Cosa possiamo dire ancora di Josh Hwang che non abbiamo già detto in questi anni? Da una parte è una delle colonne della scena indie pop americana (anche grazie alla sua etichetta Spirit Goth), dall'altra ha portato avanti un percorso di rara coerenza e pure al contempo sempre pronto a sperimentare qualcosa di nuovo nella sua programmatica dimensione DIY. 

Nei sedici episodi (sedici!) di Revival troviamo per l'appunto un'antologia stilistica perfetta e completa di quello che è stato ed è il progetto Castlebeat.

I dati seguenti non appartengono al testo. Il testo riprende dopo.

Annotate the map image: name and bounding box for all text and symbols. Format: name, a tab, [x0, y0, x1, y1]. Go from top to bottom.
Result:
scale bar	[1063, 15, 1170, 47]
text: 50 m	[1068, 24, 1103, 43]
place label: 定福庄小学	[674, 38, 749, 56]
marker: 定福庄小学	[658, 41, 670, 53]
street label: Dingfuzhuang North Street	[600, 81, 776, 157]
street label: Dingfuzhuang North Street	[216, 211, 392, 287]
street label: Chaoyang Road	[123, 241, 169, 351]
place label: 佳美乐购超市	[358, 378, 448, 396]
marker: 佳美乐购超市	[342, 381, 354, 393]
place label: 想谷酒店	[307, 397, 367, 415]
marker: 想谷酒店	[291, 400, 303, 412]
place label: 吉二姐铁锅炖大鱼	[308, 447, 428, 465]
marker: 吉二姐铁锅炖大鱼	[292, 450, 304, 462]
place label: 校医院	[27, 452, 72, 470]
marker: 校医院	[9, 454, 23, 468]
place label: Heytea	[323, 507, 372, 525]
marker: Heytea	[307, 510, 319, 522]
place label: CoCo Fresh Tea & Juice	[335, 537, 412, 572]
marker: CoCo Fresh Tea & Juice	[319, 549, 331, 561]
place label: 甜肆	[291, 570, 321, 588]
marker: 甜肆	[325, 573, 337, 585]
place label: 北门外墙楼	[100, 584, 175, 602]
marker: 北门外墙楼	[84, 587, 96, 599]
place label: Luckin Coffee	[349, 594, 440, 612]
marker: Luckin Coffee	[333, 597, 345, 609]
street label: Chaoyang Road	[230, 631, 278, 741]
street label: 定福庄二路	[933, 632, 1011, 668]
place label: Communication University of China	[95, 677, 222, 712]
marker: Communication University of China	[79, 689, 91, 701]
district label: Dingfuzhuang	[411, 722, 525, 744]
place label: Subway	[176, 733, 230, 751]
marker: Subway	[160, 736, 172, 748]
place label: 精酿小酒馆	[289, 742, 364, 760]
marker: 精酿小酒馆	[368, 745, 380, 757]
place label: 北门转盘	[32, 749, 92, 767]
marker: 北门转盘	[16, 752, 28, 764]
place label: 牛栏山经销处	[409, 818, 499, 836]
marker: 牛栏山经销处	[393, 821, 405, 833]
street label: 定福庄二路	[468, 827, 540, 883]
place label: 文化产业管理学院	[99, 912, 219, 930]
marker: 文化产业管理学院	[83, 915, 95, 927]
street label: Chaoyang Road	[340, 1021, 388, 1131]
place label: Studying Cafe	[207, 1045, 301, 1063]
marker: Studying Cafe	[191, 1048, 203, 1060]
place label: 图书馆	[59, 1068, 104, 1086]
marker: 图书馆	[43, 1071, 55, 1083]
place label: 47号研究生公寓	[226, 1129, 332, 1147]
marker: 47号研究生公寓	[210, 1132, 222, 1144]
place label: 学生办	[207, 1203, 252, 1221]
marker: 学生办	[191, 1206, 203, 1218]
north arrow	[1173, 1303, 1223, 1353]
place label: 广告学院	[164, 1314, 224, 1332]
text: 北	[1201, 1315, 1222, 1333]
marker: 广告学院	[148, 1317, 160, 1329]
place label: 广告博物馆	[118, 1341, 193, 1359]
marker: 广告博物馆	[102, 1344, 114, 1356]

I pezzi di Josh da sempre si collocano idealmente a cavallo di quattro quadranti: quelli dove prevalgono le chitarre (jangly quasi sempre, spesso sfrigolanti), quelli dove prevalgono i synth, quelli più apertamente catchy, quelli più sfumati ed atmosferici. Le variabili sono queste e tirano di più da una parte o dall'altra, mixando gli elementi e spingendo qua e là sul pedale di un post punk squadrato (LiesIvy League ad esempio). Le costanti sono la voce filtrata, la drum machine che scandisce una ritmica mid o uptempo, ed una morbidezza melodica di fondo che è comunque onnipresente ed è forse il segreto della ricetta (rigorosamente casalinga) di Castelbeat.